Shaft and Bearing Analysis Software

The rolling bearing analysis software calculates the life of rolling bearings according ISO/TS 16281 considering the inner geometry of the bearing. Considering the load distribution within the bearing, clearance and tilting angle will affect the resulting bearing life. It is available as standalone program or integrated into a shaft system calculation.

Following bearing types are currently considered:

Radial deep groove ball bearings
Axial deep groove ball bearings
Radial angular contact bearings (single and double row)
Axial angular contact bearings (single and double row)
Four-point bearings (considered as radial or axial bearings)
Three-point bearings
Spherical ball bearings (single and double row)
Duplex bearings
Radial cylindrical roller bearings (single and double row)
Radial tapered roller bearings (single and double row)
Axial tapered roller bearings
Radial spherical roller bearings (single and double row)
Axial spherical roller bearings
Axial cylindrical roller bearings
Cross roller bearings (considered as radial or axial bearings)
Angular roller bearings (considered as radial or axial bearings)

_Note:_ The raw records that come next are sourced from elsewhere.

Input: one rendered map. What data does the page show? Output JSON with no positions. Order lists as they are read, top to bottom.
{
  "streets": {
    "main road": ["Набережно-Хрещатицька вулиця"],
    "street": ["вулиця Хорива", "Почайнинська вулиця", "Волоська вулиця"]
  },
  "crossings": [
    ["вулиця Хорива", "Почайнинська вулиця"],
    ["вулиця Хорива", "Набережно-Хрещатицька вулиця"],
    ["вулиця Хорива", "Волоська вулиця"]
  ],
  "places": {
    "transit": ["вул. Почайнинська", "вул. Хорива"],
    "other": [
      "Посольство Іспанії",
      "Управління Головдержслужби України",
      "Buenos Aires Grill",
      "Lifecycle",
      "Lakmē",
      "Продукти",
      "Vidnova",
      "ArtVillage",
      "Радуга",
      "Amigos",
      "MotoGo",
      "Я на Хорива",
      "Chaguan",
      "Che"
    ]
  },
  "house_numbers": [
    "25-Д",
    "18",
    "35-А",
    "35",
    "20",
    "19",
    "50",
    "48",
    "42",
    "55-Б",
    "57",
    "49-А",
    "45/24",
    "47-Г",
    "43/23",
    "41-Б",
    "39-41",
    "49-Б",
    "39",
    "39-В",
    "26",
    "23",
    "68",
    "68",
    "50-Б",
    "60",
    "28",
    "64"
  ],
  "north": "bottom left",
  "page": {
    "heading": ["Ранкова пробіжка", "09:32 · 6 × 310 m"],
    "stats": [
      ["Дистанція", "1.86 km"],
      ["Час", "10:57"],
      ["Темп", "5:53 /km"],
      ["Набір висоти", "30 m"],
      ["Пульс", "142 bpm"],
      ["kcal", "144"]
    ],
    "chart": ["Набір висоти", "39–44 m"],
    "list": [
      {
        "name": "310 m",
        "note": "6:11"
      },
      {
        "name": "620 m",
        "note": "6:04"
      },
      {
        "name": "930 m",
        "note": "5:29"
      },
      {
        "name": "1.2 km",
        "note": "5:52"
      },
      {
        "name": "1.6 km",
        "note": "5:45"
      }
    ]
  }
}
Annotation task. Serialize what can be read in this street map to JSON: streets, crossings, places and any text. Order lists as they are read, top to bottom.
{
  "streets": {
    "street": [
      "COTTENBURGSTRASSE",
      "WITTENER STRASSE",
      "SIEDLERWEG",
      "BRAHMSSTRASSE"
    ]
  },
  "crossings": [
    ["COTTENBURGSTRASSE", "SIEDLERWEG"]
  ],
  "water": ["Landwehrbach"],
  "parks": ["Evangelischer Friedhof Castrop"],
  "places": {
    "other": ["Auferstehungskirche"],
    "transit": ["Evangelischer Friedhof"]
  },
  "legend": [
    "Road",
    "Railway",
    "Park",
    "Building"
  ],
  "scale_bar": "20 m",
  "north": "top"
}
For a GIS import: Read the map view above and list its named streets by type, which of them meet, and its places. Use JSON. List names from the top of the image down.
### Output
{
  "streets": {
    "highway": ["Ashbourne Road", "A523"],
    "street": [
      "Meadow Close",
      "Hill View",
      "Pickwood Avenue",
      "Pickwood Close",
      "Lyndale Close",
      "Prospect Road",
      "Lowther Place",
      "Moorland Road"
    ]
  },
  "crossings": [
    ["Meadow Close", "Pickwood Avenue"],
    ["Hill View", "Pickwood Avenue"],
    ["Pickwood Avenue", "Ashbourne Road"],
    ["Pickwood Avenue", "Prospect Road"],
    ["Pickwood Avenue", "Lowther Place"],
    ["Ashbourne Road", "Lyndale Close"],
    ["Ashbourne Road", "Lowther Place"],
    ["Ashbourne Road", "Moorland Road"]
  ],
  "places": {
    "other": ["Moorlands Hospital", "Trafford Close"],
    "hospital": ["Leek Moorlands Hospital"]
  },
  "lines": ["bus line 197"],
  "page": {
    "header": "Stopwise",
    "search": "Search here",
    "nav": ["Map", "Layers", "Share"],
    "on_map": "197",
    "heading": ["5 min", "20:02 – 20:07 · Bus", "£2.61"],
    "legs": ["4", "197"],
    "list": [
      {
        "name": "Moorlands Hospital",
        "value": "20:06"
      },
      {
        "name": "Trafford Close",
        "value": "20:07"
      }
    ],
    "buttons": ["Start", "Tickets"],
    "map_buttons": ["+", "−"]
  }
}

Following effects are taken into account:

Bearing clearance
Change of clearance because of interference fit and temperature
Centrifugal forces and gyroscopic moments
Elastic expansion of bearing rings
Lubrication for the modified reference life
Profiles of rollers and races
Load spectra
Elastic deformation of outer ring for track rollers

Shaft System Calculation

The shaft system calculation integrates the bearing calculation and supports shaft systems coupled by bearings, gears or belts. Further features are:

Definition of several coaxial shafts using cylindrical or conical elements for inner and outer geometry
Definition of loadings using force/moment loads or easy-to-use elements like helical gears, bevel gears or worm gears
Definition of rigid supports, springs or nonlinear rolling bearings as constraints
Import of shaft geometry as 2D-DXF or 3D-STEP
Calculation of statically indetermined systems
Calculation of deformations considering shear deformations, axial deformation and using a nonlinear beam model
Calculation of natural frequencies optionally with gyroscopic effect, Campbell diagram, critical speeds, 3D animation of modal shapes
Calculation of harmonic response to periodic loads like Imbalance
Calculation of harmonic response to periodic displacements
Calculation using load spectra
Strength calculation according to DIN 743 (2012)
Integration of rolling bearing calculation according to ISO/TS 16281
Integration of ball screw calculation
Selection of rolling bearings from database or own input of bearing geometry. Bearing databases with catalog data from SKF and Schaeffler (FAG, INA) are included
Diagrams for deformation, forces, moments, equivalent stress
Parameter variations with output as tables and diagrams
Definition of coupled housing stiffness matrices
Import of housing geometry as 3D-STEP with automatic meshing and consideration as housing stiffness matrix (and optionally by modal reduction)
3D-elastic parts with consideration of deformations of bearing rings
Calculation of shaft systems like gearboxes
Calculation of planetary gear sets
Connection of shafts by gear pairs (helical, bevel or worm gears)
Connection of shafts by belts
Calculation of rotation speeds
Calculation of load distribution using a coupled FEA beam model
Interface to programs for gear design
Graphics for line load over the width if gears
Configurations to support variants in power flow
Natural frequencies and critical speeds on system level coupled be gear pairs
Display of mode shapes on system level, 3D animated
3D-elastic housings and planet carriers
3D-elastic parts with consideration of deformations of bearing rings and gear bodies for cylindrical gears
REXS-Import/Export for data exchange with other programs

An integration of FEA-based 3D-elastic parts allows to consider housing stiffness, elastic planet carriers, elastic bearing rings or elastic gear bodies.